▶ **What you have to do**
Restate word for word the lines in the listing below, starting at the line containing "M1658 105 1692 1" and ending at the line containing "2 * Math.PI);", both included; leave out the rest.
─── Record excerpts
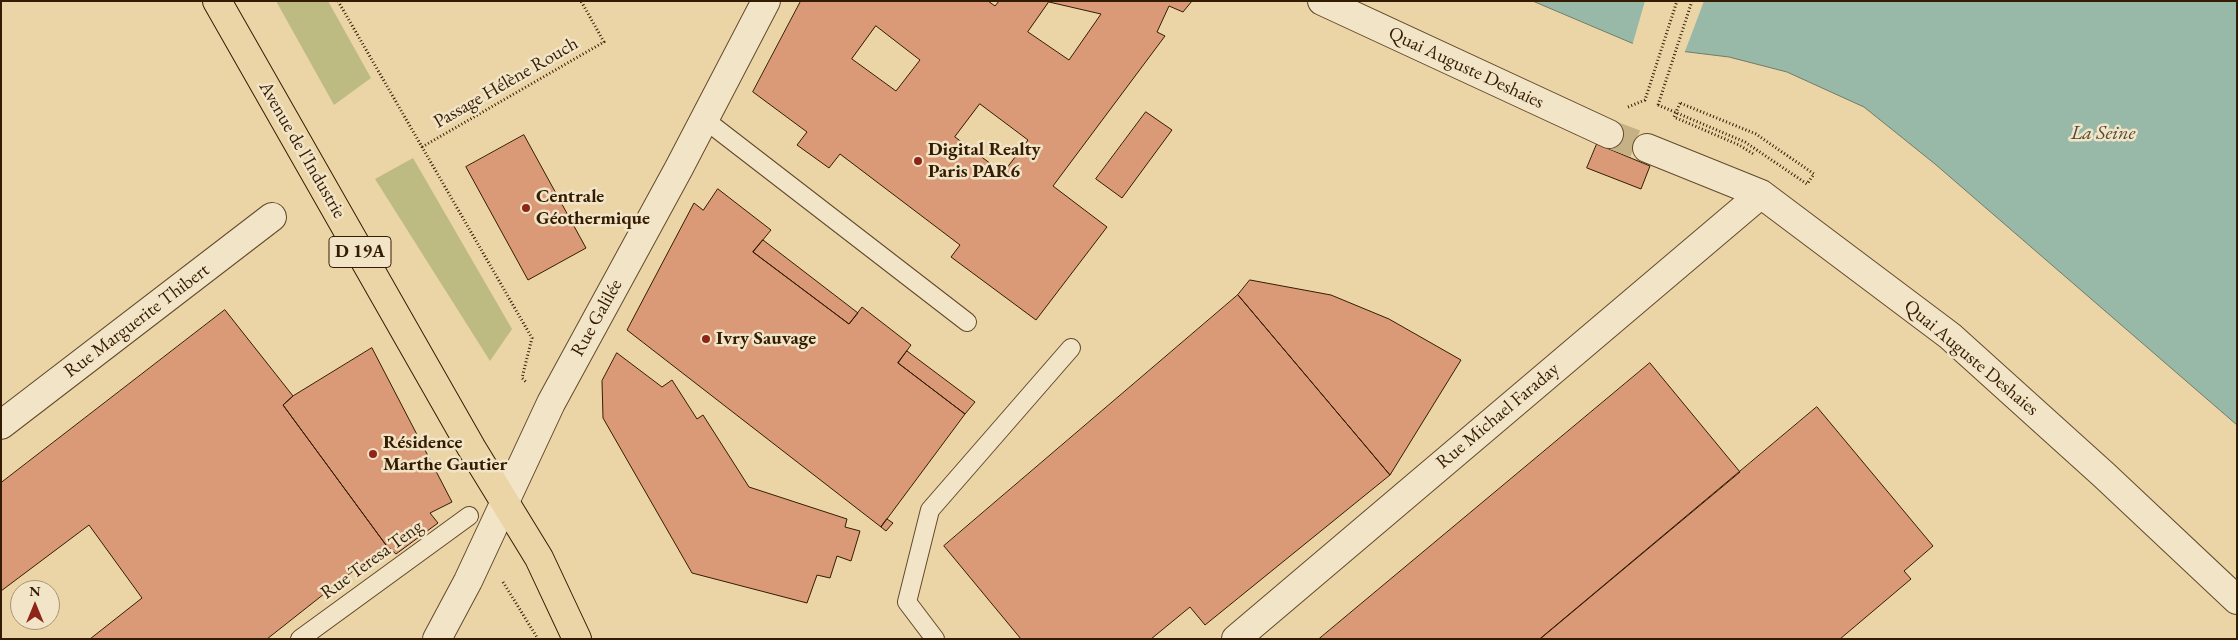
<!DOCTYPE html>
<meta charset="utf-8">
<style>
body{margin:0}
#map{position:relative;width:2238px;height:640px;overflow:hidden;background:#ebd5a7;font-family:"EB Garamond",serif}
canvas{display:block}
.frame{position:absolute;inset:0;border:2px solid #341c02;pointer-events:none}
.north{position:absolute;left:10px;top:580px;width:50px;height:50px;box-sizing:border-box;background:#f2e4c6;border:1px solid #a69478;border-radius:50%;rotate:0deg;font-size:14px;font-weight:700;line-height:20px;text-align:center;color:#341c02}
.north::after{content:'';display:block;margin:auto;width:18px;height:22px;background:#8f2418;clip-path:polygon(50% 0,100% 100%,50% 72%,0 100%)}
</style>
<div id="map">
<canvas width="2238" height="640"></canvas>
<div class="frame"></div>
<div class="north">N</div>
</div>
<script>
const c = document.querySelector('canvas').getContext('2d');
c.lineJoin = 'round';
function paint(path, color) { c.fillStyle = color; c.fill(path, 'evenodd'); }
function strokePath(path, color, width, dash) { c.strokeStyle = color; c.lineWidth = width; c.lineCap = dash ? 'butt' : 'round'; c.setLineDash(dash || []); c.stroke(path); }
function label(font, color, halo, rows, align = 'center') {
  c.font = font + ' "EB Garamond",serif'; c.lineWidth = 5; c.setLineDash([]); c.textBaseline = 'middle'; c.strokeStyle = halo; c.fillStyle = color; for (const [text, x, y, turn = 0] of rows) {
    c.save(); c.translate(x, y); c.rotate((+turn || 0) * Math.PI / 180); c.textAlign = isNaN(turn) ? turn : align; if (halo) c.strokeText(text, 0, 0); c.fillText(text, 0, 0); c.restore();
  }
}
paint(new Path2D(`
 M276 1H328L371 78 334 105Z
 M413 158 512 329 490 361 375 179Z`), '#bebb82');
const water = new Path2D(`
 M1533 1H2237V425L1935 164 1864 107 1787 72 1729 57 1639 46Z`);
paint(water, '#98b9a8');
strokePath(water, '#707a66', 1);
paint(new Path2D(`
 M1645 1H1704L1684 54 1639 48 1632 46Z`), '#ebd5a7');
const building = new Path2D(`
 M801 1H988L995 6 999 1H1192L1183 12 1169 6 1157 32 1165 36 1053 186 1107 227 1036 320 951 257 960 245 840 154 829 168 797 145 807 132 753 92ZM1049 2 1101 14 1069 60 1028 32ZM876 26 920 60 896 91 852 59ZM980 104 1028 140 1003 173 955 137Z
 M1146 112 1172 130 1122 198 1096 179Z
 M524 135 586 248 528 280 466 167Z
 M1597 144 1650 166 1641 189 1587 168Z
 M718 189 771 230 753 252 849 324 862 307 911 345 898 363 965 414 881 527 627 330 694 203 703 210Z
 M763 240 858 313 849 324 753 252Z
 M1250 280 1331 295 1389 319 1461 360 1390 475 1238 295Z
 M1238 295 1390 475 1205 625 1190 607 1151 639H1021L944 546Z
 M225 310 293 396 283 405 386 545 267 639H90L142 598 89 525 1 591V483Z
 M372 348 452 502 430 513 438 523 396 554 386 545 283 405 293 396Z
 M907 351 975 402 965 414 898 363Z
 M617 353 662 387 672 380 697 419 703 415 749 487 847 519 845 527 860 531 851 561 837 556 830 578 817 575 807 603 692 573 603 418 602 381Z
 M1650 363 1740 472 1540 639H1319Z
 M1817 407 1933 546 1904 571 1911 579 1840 639H1540Z
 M887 519 893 523 886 531 881 527Z`);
paint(building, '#da9977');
strokePath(building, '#341c02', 1);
strokePath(new Path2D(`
 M1609 134 1647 148`), '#c6b086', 28, [28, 14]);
const service = new Path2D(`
 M704 119 967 322
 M300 639 469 516
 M935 639 907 602 930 510 1071 348`);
const minor = new Path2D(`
 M1322 1 1609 134
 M1647 148 1761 194 1950 336 2104 475 2237 600
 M1 425 272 217
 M437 639 468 581 551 403 679 168 766 1
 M1236 639 1761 194`);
const primary = new Path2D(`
 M217 1 471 447 539 558 577 639`);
strokePath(service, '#624a2b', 20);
strokePath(minor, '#624a2b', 30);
strokePath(primary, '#341c02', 30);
strokePath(new Path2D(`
 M338 1 532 338 522 378 527 383
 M1680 103 1674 117 1739 145 1755 155
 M1658 105 1692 1
 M1628 107 1645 100 1677 1
 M422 147 604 42 581 1
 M503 582 538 639`), '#341c02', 3, [1, 2.5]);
strokePath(service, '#f2e4c6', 18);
strokePath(minor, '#f2e4c6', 28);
strokePath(primary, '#ebd5a7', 28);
strokePath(new Path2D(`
 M1658 105 1745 142 1807 184 1814 174 1756 134 1680 103`), '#341c02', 3, [1, 2.5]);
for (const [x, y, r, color] of [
 [918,161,5,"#8f2418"],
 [526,208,5,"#8f2418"],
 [706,339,5,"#8f2418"],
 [373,454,5,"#8f2418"]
]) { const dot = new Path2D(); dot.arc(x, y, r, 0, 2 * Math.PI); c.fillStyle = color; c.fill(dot); strokePath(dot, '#f2e4c6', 2); }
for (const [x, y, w] of [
 [360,252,62]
]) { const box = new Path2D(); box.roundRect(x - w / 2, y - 15.5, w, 31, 4); c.fillStyle = '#f2e4c6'; c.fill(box); strokePath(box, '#341c02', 1); }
label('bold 18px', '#341c02', null, [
 ["D 19A",360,252]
]);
label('19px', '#341c02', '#f2e4c6', [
 ["Quai Auguste Deshaies",1466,68,25],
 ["Passage Hélène Rouch",506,83,-30],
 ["Avenue de l'Industrie",302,150,60],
 ["Rue Galilée",597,318,-61],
 ["Rue Marguerite Thibert",137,321,-37],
 ["Quai Auguste Deshaies",1971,358,40],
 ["Rue Michael Faraday",1498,416,-40],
 ["Rue Teresa Teng",372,560,-36]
]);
label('bold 19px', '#341c02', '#f2e4c6', [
 ["Digital Realty",928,150],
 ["Paris PAR6",928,172],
 ["Centrale",536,197],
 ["Géothermique",536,219],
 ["Ivry Sauvage",716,339],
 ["Résidence",383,443],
 ["Marthe Gautier",383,465]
], 'left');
label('italic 20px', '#524b34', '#f2e4c6', [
 ["La Seine",2103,134]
]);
</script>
──────
▶ **The answer**
 M1658 105 1692 1
 M1628 107 1645 100 1677 1
 M422 147 604 42 581 1
 M503 582 538 639`), '#341c02', 3, [1, 2.5]);
strokePath(service, '#f2e4c6', 18);
strokePath(minor, '#f2e4c6', 28);
strokePath(primary, '#ebd5a7', 28);
strokePath(new Path2D(`
 M1658 105 1745 142 1807 184 1814 174 1756 134 1680 103`), '#341c02', 3, [1, 2.5]);
for (const [x, y, r, color] of [
 [918,161,5,"#8f2418"],
 [526,208,5,"#8f2418"],
 [706,339,5,"#8f2418"],
 [373,454,5,"#8f2418"]
]) { const dot = new Path2D(); dot.arc(x, y, r, 0, 2 * Math.PI); c.fillStyle = color; c.fill(dot); strokePath(dot, '#f2e4c6', 2); }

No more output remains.